By Parker Gawne, Founder at Syntora|Updated Mar 12, 2026

Key Takeaways

  • Essential data for freight forecasting includes historical shipment volume, seasonality, customer contracts, and regional economic indicators.
  • Off-the-shelf tools often fail to incorporate company-specific data like individual customer tender acceptance rates.
  • A custom model can unify TMS data with external sources to generate lane-specific forecasts.
  • A typical build cycle for a forecasting model connecting to one TMS is 4-5 weeks.

Syntora builds custom demand forecasting models for regional freight forwarding companies. A typical system integrates TMS data with external economic indicators to produce lane-specific forecasts validated with greater than 90% accuracy against historical data. The solution is built with Python and FastAPI, giving clients full ownership of the code and model.

The complexity of a build depends on the quality and accessibility of your data. A company with 15 dispatchers and over 12 months of clean data in a single TMS like McLeod or TMW is a straightforward project. If data is spread across multiple systems and spreadsheets, the initial engagement focuses on data consolidation and cleaning before any modeling begins.

The Problem

Why Do Freight Forwarders Struggle with Accurate Demand Forecasting?

Most freight forwarders rely on the forecasting module within their Transportation Management System (TMS) or export data to a BI tool like Power BI. These TMS modules are often based on simple moving averages. They recognize historical volume and basic seasonality but cannot incorporate external signals like regional manufacturing output, fuel price volatility, or port congestion data. The models can tell you what happened last year, but not why, making them unreliable when market conditions change.

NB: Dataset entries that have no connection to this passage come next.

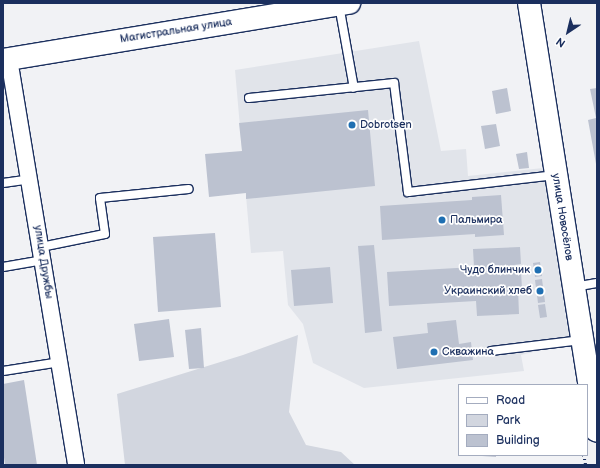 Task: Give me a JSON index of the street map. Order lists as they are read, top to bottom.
{
  "streets": {
    "main road": ["Магистральная улица", "улица Новосёлов"],
    "street": ["улица Дружбы"]
  },
  "crossings": [
    ["Магистральная улица", "улица Дружбы"]
  ],
  "places": [
    "Dobrotsen",
    "Пальмира",
    "Чудо блинчик",
    "Украинский хлеб",
    "Скважина"
  ],
  "legend": ["Road", "Park", "Building"],
  "north": "bottom left"
}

Consider a regional forwarder with 15 dispatchers focused on the Southeast US. Their TMS correctly predicts a summer spike in demand for refrigerated trucks out of Georgia. But one year, a key food processing client signs a contract that doubles their weekly volume, and a new manufacturing plant opens nearby. The TMS model, blind to these specific contract and economic changes, under-predicts demand by 30%. The result is dispatchers scrambling for carriers, paying premium spot market rates, and failing to service a key account properly.

The structural problem is that TMS platforms are designed for transaction recording, not predictive analysis. Their data models are rigid; you cannot add a field for a 'local manufacturing index' to the forecasting logic. They are closed systems designed to work only with the data they generate internally. Accurate, forward-looking forecasting requires joining internal TMS data with diverse external data sources, a task for which these platforms are not architected.

Our Approach

How Syntora Builds a Custom Demand Forecasting Model

The first step would be a data audit of your TMS. Syntora would analyze 12-24 months of historical shipment records, focusing on lanes, equipment types, customer tender history, and pricing. The audit identifies the strongest predictive signals and surfaces any data quality gaps, such as inconsistent lane naming, before modeling begins. You receive a data readiness report that outlines the potential of your existing data.

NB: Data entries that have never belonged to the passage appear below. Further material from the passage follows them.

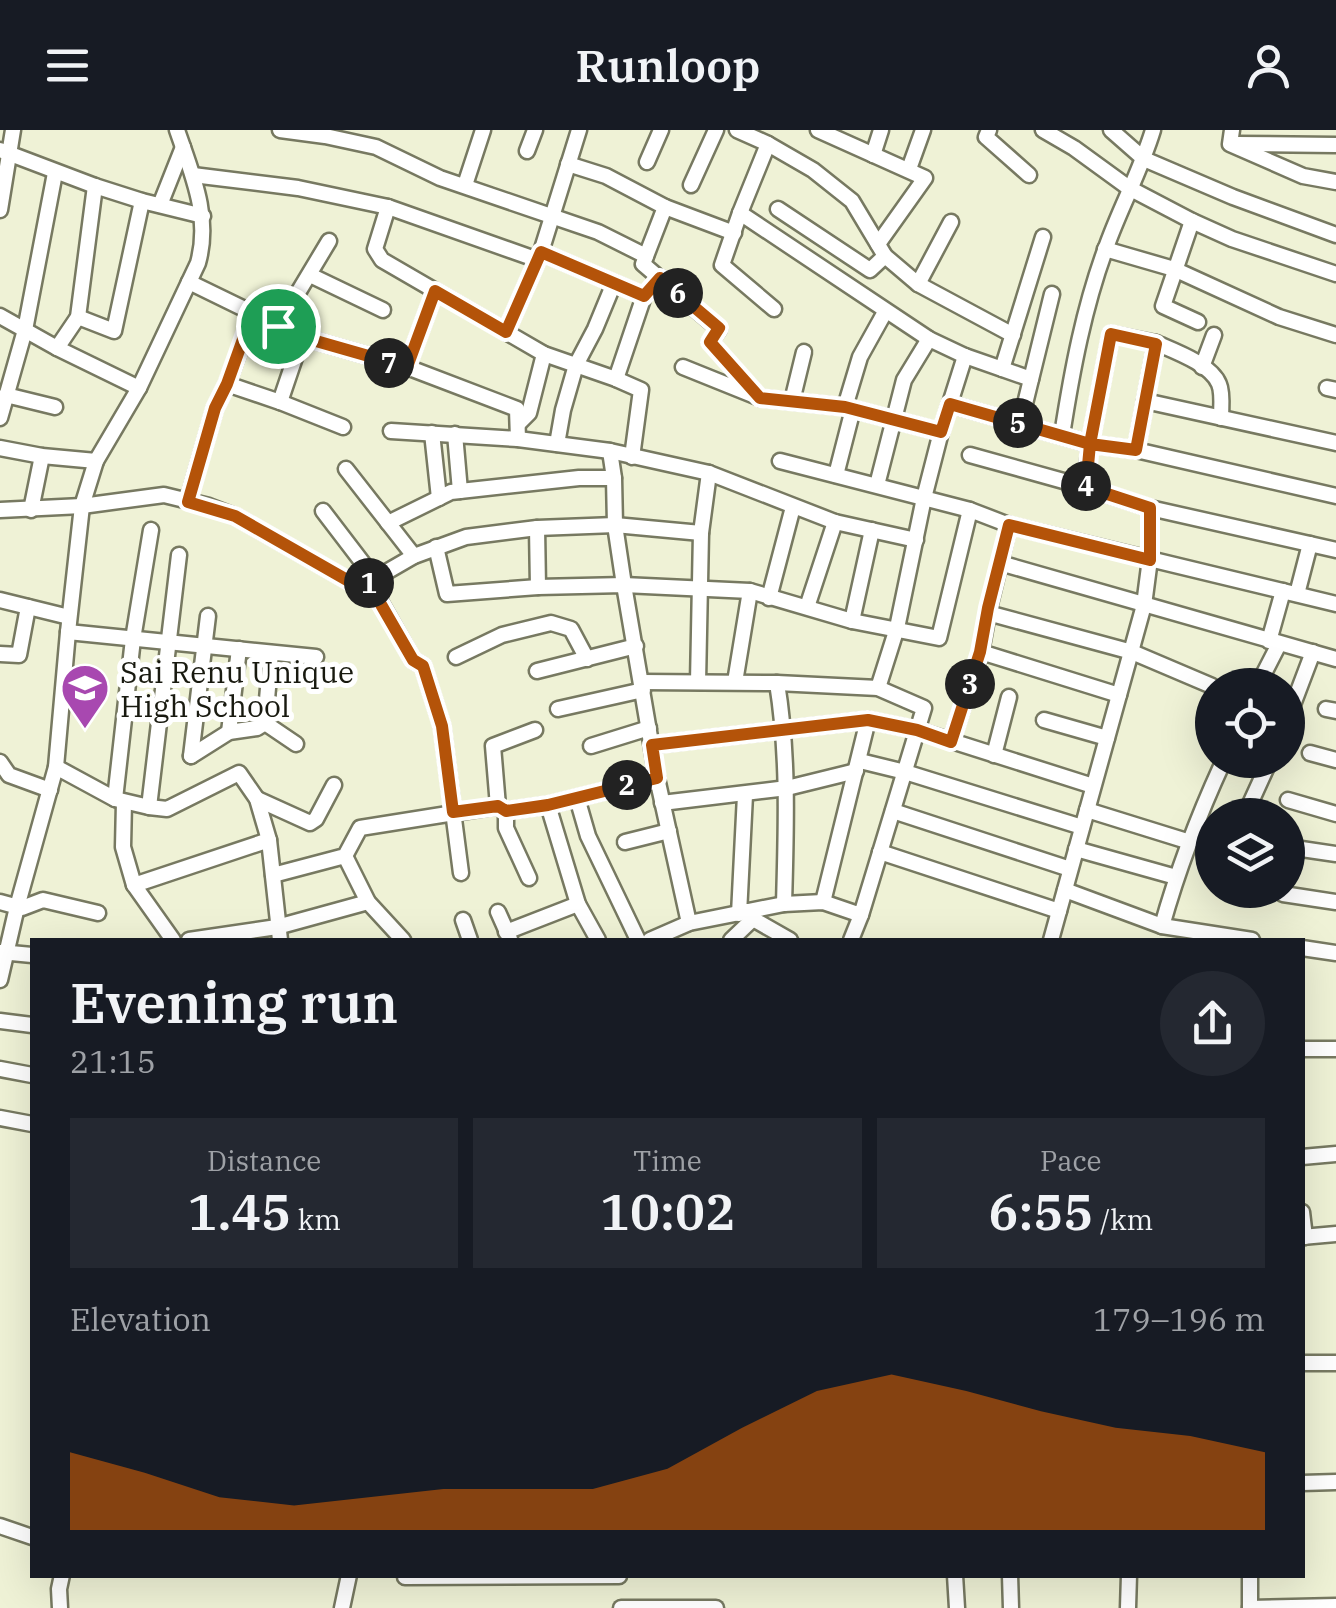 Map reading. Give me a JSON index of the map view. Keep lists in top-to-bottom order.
{
  "places": {
    "school or university": ["Sai Renu Unique High School"]
  },
  "page": {
    "header": "Runloop",
    "pins": [
      "6",
      "7",
      "5",
      "4",
      "1",
      "3",
      "2"
    ],
    "heading": ["Evening run", "21:15"],
    "stats": [
      ["Distance", "1.45 km"],
      ["Time", "10:02"],
      ["Pace", "6:55 /km"]
    ],
    "chart": ["Elevation", "179–196 m"]
  }
}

The technical approach uses a time-series model, likely a gradient-boosted machine like XGBoost, written in Python. This model is wrapped in a FastAPI service and deployed on AWS Lambda for low-cost, on-demand execution. This service would run on a schedule, ingesting nightly data exports from your TMS and enriching it with data from external sources like the Federal Reserve Economic Data (FRED) API for relevant regional indicators. Using the Polars library ensures efficient processing of even large historical datasets.

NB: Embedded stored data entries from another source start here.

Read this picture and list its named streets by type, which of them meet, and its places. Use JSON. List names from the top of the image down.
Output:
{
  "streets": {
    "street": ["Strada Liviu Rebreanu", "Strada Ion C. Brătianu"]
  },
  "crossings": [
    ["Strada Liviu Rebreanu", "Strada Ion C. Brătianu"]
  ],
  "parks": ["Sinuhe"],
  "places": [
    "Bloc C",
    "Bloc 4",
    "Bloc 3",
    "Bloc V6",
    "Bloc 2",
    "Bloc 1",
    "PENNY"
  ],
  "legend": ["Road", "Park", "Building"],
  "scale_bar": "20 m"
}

The delivered system is an API that provides weekly demand forecasts by lane and equipment type. This API can power a simple dashboard for your dispatchers, built with a tool like Streamlit, or push the forecast data directly into a custom field in your TMS. You receive the full Python source code, a runbook for model retraining, and a Supabase database schema for storing historical forecasts to track model accuracy over time.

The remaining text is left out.